Sometimes huge expenditures are necessary to help those that are harmed from eagles to children. DDT is the one of the most ready examples that comes to mind but so are fluorocarbons like the ones that were in ScotchGuard and that are now known to endanger health even in tiny quantities and also unfortunately to persist for a long time in our environment.
We’re treating algorithms like they are harmless as a matter of course when we know that some algorithms create social harms and individual harm.
What surprised me about the experts in the Pew query, the people who know AI the best and that interact in the environment of discussions about AI was twofold.
First, I noticed that the Pew group of experts were mostly providing negative judgements about likely harms that they expect from AI that will harm some individuals in every society. The pervasive negativity of their judgements was daunting to me. Secondly, these leaders in understanding AI acted mostly like powerless observers who felt unable to change the flow of harms in the context of today’s and tomorrow’s algorithms toward a more positive outcome for more people.
I’m reminded of the Genesis song, “Land of Confusion,” words and music by Tony Banks, Phil Collins and Mike Rutherford from the 1986 Invisible Touch CD/album. The lyric I have in mind is,
“Ooh Superman where are you now
When everything’s gone wrong somehow
The men of steel, the men of power
Are losing control by the hour”
In the shambles being caused around us by algorithms, we all have to be like Superman to right the wrongs that are tearing apart our society. That means that algorithms can’t be assumed to be harmless. A lack of accountability to harms is itself harmful. Lack of accountability makes wrongs more pervasive and long lasting.
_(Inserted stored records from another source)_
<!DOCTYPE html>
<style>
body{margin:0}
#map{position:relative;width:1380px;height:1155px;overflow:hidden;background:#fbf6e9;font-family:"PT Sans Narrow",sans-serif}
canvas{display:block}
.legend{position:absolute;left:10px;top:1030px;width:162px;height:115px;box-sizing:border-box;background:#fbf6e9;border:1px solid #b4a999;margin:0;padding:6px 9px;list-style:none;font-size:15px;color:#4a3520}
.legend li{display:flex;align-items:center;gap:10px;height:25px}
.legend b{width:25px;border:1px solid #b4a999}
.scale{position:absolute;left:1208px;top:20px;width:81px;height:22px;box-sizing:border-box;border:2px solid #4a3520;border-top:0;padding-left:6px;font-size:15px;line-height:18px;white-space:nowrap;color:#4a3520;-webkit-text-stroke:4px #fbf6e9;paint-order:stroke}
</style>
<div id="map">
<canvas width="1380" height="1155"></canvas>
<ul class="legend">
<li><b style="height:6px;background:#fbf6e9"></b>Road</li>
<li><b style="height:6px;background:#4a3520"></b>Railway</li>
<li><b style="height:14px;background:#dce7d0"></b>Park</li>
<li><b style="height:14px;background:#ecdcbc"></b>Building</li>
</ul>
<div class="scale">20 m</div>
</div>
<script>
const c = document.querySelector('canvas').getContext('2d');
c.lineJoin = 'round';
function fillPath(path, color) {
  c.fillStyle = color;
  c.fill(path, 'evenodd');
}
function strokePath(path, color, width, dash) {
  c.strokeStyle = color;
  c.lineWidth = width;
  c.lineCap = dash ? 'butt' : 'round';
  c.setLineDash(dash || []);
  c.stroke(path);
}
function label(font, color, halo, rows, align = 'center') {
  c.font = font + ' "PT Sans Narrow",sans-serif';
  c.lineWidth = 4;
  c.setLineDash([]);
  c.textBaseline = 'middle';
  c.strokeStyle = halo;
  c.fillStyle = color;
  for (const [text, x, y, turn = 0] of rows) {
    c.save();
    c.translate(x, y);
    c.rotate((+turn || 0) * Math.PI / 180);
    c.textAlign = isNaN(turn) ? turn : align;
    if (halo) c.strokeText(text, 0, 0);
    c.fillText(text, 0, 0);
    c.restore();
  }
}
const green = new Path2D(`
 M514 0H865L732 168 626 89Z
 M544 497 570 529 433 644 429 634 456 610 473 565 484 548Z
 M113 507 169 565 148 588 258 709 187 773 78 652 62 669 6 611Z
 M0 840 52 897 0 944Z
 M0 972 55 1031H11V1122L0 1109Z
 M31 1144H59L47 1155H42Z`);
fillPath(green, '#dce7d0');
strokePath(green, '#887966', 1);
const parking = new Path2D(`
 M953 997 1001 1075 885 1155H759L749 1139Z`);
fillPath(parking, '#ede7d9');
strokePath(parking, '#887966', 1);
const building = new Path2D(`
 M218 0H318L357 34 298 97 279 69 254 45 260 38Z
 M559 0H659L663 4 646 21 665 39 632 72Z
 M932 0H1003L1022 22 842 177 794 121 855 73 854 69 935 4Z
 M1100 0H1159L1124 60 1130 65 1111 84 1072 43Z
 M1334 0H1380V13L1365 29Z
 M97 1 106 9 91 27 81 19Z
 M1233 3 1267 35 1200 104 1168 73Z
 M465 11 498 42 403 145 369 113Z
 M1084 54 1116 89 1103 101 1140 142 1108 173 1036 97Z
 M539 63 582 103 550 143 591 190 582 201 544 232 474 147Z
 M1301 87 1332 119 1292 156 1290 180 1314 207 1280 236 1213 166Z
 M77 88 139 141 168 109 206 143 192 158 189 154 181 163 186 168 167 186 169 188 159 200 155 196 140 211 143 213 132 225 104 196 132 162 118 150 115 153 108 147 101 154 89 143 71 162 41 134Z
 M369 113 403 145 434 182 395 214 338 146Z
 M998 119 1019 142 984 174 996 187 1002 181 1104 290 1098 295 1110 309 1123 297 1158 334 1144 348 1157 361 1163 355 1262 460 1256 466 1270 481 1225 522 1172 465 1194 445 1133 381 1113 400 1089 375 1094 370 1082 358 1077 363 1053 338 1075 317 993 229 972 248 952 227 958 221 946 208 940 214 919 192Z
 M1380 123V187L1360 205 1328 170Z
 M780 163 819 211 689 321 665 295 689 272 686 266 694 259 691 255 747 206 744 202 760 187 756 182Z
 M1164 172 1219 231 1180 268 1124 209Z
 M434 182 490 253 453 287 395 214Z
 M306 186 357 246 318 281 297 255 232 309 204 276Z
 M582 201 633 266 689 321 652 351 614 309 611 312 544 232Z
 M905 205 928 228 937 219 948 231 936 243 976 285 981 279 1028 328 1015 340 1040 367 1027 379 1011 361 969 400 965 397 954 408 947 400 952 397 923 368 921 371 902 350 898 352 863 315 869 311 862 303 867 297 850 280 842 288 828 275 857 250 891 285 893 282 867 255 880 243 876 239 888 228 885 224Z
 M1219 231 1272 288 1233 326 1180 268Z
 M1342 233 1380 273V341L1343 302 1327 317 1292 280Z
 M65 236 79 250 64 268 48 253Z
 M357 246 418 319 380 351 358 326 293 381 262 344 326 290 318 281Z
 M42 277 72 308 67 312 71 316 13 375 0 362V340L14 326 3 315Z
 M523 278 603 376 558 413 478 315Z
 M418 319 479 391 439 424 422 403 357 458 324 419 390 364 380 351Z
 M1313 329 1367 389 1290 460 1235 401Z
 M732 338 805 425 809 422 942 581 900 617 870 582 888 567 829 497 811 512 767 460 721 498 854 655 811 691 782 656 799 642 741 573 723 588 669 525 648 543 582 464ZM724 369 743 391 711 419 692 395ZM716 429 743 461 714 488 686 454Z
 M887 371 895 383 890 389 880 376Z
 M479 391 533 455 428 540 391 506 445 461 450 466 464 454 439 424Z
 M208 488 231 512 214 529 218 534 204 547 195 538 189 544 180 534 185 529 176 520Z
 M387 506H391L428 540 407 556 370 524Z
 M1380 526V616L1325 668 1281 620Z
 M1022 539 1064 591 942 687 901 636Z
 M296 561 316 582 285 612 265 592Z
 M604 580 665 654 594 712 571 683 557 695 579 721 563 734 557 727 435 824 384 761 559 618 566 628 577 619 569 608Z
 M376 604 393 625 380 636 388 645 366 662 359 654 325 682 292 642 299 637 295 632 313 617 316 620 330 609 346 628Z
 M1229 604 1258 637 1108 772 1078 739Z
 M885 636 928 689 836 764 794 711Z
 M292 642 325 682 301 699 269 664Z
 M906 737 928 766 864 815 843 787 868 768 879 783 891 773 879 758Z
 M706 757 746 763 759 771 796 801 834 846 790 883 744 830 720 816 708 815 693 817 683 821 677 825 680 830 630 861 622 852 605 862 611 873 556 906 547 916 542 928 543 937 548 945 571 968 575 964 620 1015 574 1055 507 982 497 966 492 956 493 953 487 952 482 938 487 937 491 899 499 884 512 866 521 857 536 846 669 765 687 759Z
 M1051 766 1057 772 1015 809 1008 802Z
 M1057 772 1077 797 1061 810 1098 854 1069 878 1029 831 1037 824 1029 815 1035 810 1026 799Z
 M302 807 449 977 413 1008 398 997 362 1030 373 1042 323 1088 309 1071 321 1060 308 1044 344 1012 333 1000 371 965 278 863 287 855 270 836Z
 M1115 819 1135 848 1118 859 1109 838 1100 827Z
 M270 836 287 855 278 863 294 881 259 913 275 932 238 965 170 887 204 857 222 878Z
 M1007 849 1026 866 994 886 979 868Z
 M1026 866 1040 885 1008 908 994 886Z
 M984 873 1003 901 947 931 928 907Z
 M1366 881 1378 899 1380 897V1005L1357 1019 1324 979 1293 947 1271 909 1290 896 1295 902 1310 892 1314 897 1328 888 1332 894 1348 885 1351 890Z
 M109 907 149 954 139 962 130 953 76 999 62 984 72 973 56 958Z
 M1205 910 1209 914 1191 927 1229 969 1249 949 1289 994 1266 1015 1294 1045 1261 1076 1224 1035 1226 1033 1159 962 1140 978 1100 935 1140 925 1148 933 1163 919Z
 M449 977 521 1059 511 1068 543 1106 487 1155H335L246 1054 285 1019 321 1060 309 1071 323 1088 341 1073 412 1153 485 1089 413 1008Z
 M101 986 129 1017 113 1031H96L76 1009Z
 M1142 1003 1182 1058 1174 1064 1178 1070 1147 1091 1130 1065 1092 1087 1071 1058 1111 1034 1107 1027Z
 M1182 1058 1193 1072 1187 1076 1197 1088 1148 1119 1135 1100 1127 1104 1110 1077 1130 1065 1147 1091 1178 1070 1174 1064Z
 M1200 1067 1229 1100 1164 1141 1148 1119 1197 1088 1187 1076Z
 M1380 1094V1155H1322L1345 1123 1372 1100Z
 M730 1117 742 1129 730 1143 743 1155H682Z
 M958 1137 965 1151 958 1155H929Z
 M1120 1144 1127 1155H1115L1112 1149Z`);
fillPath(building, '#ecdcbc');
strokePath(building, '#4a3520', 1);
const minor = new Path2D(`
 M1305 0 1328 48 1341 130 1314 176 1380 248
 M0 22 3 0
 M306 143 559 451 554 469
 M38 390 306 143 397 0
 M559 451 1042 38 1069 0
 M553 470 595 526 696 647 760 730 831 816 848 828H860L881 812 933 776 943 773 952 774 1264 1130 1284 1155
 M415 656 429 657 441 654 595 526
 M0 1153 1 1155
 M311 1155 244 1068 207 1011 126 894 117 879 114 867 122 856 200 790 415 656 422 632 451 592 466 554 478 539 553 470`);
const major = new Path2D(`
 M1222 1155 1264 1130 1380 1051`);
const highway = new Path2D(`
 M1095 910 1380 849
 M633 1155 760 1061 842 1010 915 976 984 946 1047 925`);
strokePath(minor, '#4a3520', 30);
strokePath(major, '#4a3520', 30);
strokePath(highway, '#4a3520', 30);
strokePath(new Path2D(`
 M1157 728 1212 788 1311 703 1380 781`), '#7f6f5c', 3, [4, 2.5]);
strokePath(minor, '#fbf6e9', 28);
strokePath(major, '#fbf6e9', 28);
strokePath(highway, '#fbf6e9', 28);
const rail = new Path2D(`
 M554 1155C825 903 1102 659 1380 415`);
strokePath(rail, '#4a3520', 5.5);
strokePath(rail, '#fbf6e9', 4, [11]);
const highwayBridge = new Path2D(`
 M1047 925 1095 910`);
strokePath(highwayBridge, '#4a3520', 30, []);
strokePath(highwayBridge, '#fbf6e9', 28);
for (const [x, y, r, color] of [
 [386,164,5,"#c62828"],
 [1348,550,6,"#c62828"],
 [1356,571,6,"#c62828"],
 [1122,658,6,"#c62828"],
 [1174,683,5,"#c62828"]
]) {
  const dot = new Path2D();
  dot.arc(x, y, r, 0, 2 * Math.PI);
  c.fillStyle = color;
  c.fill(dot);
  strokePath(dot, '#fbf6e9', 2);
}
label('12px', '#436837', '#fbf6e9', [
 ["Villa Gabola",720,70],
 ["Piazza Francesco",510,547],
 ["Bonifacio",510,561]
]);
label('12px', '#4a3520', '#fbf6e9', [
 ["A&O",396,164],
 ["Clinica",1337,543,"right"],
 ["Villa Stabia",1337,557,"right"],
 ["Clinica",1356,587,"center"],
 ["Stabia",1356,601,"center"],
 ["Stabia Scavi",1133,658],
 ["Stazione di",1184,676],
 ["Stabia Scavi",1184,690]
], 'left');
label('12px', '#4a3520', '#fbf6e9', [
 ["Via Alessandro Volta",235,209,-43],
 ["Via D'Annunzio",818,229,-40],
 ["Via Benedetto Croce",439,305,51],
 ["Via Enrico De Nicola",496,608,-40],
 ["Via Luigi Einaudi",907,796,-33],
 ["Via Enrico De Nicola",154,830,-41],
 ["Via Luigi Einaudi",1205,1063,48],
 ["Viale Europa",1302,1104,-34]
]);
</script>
Instead of thinking that we are all helpless, let’s assume that we have the power to stop harming our societies by paying attention to harms being caused by algorithms. We can take steps in our society’s politics through legislation to right algorithmic wrongs. We can start by making algorithm creators accountable and people who use algorithms accountable for harms that they cause to others. We don’t have to remain helpless in the face of this technological change.
Harms caused by AI continue in the meantime. Examples are increasing. In my community, I’m seeing help wanted signs outside businesses. I think the reason these job advertisements are appearing is that people have little confidence in online job services. One employer told me that these services don’t produce the promised perfect candidate. Others have found that some of the online job services have poor security.
Another example is 35 cycle testing PCR for virus. The inventor of PCR technology said that PCR can’t be used to detect a virus accurately: it will produce false positives (even with a lower threshold than 35 cycles). The idea that we must continue with what isn’t working is an example of letting an algorithm linked to a faulty PCR test produce false positives without end–as though that policy decision never needs to be evaluated.
Both of these examples show a failure of accountability and a failure to fix a problem. This failure is costly in many ways and it should be addressed.
Finally, whenever an expert gives you their opinion that humankind may be doomed by technologies as they unfold, don’t believe them when they bemoan this as an inevitability. We can choose a better future for ourselves and for our society.